There are many reasons why humanists should be involved with chaplaincy. These include educational encounters with people involved in various world faiths, avoiding the build-up of prejudices, and meeting lots of differently-minded people. Don’t get me wrong, it’s not always a bed of roses. The Humanist Society at the University of Edinburgh often clashes with some of the religious groups, particularly the Christian Union (*shakes fist*), and it’s been a hard road getting the Chaplaincy and its users to choose more inclusive language that doesn’t leave non-believers out, however unintentionally. They do, after all, claim to be a service for people of all faiths and none.
But I don’t want to concentrate on that, I want to take a look at the tactical advantages of being involved in chaplaincy from the standpoint of a humanist. At the University Chaplaincy, there are two multifaith (I asked them to change the name. They said no.) groups. We get invited to one of them. I’m sure it’s just through an administration problem, but actually it’s a good job, there are only so many hours of empty statements and unsupported assertions I can take!
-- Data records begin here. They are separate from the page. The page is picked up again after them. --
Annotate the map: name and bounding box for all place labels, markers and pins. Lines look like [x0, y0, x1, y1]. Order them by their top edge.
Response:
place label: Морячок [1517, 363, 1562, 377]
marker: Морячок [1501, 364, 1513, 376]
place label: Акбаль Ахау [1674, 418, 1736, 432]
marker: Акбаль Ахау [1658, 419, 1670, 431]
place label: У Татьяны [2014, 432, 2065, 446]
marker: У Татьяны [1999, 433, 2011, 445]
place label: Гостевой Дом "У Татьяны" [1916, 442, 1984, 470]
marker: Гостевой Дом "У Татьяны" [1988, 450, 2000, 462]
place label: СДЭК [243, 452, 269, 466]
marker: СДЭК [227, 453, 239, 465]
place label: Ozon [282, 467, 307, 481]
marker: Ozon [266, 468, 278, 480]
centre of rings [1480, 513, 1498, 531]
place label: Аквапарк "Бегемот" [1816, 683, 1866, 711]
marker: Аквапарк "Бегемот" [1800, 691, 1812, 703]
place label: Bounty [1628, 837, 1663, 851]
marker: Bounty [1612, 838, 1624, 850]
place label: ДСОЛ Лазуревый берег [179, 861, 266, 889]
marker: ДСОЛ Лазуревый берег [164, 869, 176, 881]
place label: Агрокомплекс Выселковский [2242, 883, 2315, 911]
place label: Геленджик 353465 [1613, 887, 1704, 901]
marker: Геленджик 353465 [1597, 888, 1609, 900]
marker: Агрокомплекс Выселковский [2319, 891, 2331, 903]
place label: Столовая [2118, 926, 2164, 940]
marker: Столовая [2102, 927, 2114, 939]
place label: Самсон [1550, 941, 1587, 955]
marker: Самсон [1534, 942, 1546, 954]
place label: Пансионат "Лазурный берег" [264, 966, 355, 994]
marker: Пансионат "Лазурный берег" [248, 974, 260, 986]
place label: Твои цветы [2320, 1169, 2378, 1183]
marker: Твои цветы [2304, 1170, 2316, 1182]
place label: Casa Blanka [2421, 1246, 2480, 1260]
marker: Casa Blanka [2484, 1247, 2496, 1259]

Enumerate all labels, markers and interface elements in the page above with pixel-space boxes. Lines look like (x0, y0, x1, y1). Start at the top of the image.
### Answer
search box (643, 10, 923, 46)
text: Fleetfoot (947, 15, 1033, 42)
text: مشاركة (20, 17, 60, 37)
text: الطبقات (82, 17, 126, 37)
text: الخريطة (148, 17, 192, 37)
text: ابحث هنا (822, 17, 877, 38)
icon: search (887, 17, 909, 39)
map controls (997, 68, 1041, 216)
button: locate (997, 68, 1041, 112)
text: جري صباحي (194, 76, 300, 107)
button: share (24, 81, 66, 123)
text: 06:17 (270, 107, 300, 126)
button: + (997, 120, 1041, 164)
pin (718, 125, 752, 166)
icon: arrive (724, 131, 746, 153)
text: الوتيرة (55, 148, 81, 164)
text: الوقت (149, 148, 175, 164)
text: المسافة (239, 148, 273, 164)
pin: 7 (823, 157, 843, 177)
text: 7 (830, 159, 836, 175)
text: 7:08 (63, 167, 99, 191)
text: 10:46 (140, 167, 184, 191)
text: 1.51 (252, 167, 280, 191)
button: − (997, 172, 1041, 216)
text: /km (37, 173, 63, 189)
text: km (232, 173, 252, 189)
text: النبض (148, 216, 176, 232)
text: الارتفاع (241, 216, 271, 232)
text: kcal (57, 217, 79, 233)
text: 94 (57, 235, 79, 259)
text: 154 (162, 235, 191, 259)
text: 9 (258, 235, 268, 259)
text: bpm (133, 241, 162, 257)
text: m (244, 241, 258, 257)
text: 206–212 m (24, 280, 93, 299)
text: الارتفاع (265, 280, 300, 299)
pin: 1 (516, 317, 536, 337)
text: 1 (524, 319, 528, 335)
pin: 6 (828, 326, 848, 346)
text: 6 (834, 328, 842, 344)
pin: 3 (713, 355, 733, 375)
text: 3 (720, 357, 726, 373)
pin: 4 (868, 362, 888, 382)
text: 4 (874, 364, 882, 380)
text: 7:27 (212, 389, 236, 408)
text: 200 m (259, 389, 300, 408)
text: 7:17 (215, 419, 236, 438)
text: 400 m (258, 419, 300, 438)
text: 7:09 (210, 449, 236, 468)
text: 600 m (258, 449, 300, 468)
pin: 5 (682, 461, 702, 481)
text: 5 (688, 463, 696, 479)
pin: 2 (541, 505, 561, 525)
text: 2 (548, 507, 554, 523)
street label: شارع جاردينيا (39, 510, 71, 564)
But for 18 months or so I went along to that group which met about once every three weeks, and these are some of my reasons:
1. Outside of our circles, who even knows what humanism is? Especially in Scotland, lots of people think we marry people and then bury them (after they die of course). Chaplaincy is a good way of showing off true humanism to people who might not otherwise have encountered it. I’ve often been asked “what’s the humanist perspective on such-and-such?”, and whilst I do continually have to explain that there’s not really a ‘humanist perspective’ on much at all, I can then offer an opinion representative of most humanists I know.
2. Even when I’m sitting right there, I’ve heard complete baloney about atheists and unsubstantiated benefits of faith spouted as fact in group discussions. I’ve had to object to some quite discriminatory views and challenge beliefs about religious morality being superior. On many occasions I’ve been the only person in the room who saw a problem with what had been said, so imagine what they’d get away with if a humanist wasn’t in the room! Lots of people object to interfaith groups on principle, but at least if we’re there we can have some influence.
3. Setting up events between groups when you know someone in a society is much easier. This includes things like debates and discussions, as well as fundraisers and film screenings. That contributes to the dissemination of ideas on campus (and hopefully the humanist ideas will come out on top), and these encounters allow us to hone our arguments to be better used next time, win/win!
These are just a few reasons, and there are other less Machiavellian benefits too. But despite its shortcomings, multifaith and chaplaincy in general is definitely something humanists should be getting involved with.